[2024-10-16] SMIIP-TV dataset has been released by openslr
This repository is our recent work, Investigating Long-term and Short-term Temporal Variations in Speaker Verification.
The performance of speaker verification systems can be adversely affected by time domain variations. However, limited research has been conducted on time-varying speaker verification due to the absence of appropriate datasets. This paper aims to investigate the impact of long-term and short-term temporal variations in speaker verification and proposes solutions to mitigate these effects.
For long-term speaker verification (i.e., cross-age speaker verification, CASV), we introduce an age-decoupling adversarial learning method to learn age-invariant speaker representation by mining age information from the VoxCeleb dataset. The source code and data resources of CASV are available on Cross-Age_Speaker_Verification.
For short-term speaker verification, we collect the SMIIP-TimeVarying (SMIIP-TV) Dataset, which includes recordings at multiple time slots every day from 373 speakers for 90 consecutive days and other relevant meta information. Using this dataset, we analyze the temporal variations of speaker embeddings and propose a novel but realistic time-varying speaker verification task, termed incremental sequence-pair speaker verification. This task involves continuous interaction between enrollment audios and a sequence of testing audios with the aim of improving performance over time. We introduce the template updating method to counter the negative effects over time, and then formulate the template updating processing as a Markov Decision Process and propose a template updating method based on deep reinforcement learning (DRL). The policy network of DRL is treated as an agent to determine if and how much should the template be updated.
In summary, this paper releases our collected database and investigates both the long-term and short-term speaker temporal variations and provides insights and solutions into time-varying speaker verification.
Note: This paper has been accepted by T-ASLP.
The SMIIP-TimeVarying Dataset (SMIIP-TV), is a speaker verification dataset designed for research purposes that focuses on short-term time-varying of speaker verification.
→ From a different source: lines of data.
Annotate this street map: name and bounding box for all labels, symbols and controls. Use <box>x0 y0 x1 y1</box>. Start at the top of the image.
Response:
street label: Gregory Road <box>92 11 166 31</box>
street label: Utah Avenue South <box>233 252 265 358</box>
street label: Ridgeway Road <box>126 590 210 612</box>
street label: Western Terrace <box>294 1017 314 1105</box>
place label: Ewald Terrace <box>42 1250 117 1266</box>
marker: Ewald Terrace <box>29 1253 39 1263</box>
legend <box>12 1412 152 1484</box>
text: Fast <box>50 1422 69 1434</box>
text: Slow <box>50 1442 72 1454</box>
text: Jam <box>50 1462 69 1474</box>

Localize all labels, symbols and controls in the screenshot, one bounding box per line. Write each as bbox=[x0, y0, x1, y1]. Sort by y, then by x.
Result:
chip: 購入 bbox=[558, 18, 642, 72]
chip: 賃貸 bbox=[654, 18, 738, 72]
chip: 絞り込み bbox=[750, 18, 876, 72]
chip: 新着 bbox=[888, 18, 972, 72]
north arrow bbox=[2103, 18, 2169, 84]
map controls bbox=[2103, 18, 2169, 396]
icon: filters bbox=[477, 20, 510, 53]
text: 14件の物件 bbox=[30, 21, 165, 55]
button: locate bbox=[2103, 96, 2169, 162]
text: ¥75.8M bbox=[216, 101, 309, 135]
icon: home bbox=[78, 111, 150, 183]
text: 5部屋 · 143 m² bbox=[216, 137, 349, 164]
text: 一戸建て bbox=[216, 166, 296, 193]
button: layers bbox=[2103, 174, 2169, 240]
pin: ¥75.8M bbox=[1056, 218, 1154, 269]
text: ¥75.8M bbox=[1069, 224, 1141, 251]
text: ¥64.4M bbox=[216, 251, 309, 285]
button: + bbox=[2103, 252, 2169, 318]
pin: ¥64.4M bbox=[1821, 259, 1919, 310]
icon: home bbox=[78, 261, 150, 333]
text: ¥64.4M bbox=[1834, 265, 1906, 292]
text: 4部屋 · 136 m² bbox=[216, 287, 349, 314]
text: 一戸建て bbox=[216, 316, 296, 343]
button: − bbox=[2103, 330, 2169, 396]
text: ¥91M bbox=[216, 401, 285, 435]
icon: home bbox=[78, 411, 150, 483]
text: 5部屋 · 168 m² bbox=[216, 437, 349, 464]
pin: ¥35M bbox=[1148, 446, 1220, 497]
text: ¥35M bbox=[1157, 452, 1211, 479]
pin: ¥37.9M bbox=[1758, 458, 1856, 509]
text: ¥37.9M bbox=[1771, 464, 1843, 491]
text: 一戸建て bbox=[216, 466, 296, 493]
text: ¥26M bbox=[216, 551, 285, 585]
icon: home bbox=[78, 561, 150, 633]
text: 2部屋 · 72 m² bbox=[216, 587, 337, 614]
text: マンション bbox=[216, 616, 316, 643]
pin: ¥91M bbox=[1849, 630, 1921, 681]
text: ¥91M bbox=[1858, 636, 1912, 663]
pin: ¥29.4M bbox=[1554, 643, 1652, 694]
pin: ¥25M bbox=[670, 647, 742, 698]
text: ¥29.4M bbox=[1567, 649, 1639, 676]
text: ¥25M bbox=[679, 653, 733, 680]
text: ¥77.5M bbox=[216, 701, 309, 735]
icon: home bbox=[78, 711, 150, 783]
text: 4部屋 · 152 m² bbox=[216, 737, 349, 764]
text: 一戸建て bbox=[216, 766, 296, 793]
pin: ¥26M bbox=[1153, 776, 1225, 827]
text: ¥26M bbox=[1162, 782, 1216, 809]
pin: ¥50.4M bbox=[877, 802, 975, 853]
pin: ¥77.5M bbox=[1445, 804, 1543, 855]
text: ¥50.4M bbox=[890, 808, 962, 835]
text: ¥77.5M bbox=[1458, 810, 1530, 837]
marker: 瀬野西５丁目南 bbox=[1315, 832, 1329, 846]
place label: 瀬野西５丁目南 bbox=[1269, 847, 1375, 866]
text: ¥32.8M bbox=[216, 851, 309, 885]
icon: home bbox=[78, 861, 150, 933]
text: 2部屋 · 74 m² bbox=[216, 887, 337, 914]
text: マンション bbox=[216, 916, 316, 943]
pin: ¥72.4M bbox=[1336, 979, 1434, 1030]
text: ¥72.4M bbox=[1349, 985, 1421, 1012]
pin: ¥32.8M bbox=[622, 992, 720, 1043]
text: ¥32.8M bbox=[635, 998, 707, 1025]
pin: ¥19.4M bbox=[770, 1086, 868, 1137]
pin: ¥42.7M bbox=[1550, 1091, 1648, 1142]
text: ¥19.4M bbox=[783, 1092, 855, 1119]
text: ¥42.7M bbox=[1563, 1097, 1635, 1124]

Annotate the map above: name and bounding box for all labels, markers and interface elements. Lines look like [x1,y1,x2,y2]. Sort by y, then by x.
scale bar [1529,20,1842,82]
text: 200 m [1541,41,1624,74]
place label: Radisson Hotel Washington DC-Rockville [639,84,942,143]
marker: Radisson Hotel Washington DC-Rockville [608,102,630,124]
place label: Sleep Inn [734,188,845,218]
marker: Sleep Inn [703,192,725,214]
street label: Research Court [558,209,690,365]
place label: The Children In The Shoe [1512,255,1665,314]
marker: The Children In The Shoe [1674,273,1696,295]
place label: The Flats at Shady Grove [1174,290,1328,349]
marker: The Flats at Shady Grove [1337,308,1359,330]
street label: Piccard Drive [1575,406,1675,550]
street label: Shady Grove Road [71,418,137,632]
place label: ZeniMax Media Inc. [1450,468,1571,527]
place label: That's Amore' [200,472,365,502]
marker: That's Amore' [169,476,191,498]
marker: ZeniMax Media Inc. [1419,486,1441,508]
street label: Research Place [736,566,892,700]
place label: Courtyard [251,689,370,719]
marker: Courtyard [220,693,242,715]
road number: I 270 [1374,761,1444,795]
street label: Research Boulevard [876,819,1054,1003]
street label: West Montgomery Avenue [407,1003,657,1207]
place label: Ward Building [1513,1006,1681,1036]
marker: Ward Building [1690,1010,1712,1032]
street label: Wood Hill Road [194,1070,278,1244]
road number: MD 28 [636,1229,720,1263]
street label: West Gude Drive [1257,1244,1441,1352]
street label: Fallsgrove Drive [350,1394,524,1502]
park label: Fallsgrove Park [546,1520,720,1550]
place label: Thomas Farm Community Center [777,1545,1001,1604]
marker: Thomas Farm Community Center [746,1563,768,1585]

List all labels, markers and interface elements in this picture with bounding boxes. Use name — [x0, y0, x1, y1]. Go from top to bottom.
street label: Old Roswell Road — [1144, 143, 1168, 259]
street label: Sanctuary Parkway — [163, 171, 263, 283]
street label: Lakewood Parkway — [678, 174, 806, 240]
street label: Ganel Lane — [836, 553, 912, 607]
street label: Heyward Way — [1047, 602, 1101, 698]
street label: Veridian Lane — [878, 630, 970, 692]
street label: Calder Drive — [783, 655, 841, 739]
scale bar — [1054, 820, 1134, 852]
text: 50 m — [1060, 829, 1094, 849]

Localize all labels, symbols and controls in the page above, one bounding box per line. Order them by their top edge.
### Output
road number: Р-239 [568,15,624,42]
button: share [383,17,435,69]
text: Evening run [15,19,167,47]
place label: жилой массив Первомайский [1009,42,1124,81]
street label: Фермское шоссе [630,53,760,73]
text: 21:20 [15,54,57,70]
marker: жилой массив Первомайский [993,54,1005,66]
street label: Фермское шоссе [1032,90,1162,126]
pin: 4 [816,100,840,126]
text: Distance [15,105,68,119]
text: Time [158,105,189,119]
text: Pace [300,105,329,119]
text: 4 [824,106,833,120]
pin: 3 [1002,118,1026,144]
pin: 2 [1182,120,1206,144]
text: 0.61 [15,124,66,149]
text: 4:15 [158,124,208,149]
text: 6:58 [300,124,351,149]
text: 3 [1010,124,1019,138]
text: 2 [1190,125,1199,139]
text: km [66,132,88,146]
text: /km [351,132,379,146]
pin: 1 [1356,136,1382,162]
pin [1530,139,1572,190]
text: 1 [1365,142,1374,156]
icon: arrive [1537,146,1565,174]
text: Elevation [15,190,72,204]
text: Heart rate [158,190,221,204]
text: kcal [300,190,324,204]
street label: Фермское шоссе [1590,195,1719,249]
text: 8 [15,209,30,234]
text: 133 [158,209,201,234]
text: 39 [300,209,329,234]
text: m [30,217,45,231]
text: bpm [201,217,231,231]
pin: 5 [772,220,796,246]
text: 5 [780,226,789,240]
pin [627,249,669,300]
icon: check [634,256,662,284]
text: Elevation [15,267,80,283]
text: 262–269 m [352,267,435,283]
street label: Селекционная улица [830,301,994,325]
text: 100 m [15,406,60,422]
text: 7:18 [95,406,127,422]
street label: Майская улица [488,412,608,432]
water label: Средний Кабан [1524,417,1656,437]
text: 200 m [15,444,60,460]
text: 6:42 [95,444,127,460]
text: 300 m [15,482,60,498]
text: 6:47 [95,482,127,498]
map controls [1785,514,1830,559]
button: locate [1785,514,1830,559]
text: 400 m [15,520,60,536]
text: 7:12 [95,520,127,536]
The recordings language is Mandarin, including text-dependent and text-independent content.
The dataset contains recordings from 373 speakers who provided utterances over 90 consecutive days, in which each speaker needs to record multiple utterances at varying time slots in each day. To ensure that recording time spans the full day without location limitations, we developed an Android application, which randomly assigns recording tasks in five different time slots:6:00-8:00, 9:00-11:00, 12:00-14:00, 17:00-19:00, and 20:00-22:00, as shown in the following figure.
Additional meta information such as speaker region (total 27 provinces, China), age, and cellphone type was collected.
Additionally, speakers were asked to report details on their physical state (total 7 types, including normal, sleepy, eating, sore throat, exercise, cold/fever, others), recording environment (total 16 scenes), and the type of background noise (totally 4 types, including quiet, normal, noisy, extremely noisy), all were manually reviewed. The majority of speakers in the dataset are college students and their families from Shanxi Province, China, and the gender distribution is balanced (171 males:202 females).
![]() |
![]() |
![]() |
---|---|---|
Physical state distribution | Noise distribution | Recording environment distribution |
Most recordings were made indoors, with the majority of the noise and physical conditions being normal. Speakers were also encouraged to report various scenes with different physical conditions. Due to the challenge of continuously recording for 90 days, some speakers were unable to provide recordings for the entire duration. Finally, 133 speakers recorded for the entire 90-day period, and we selected 58 of them as the SMIIP-TV test set, and the remaining speaker data (315 speakers) is adopted as the training set.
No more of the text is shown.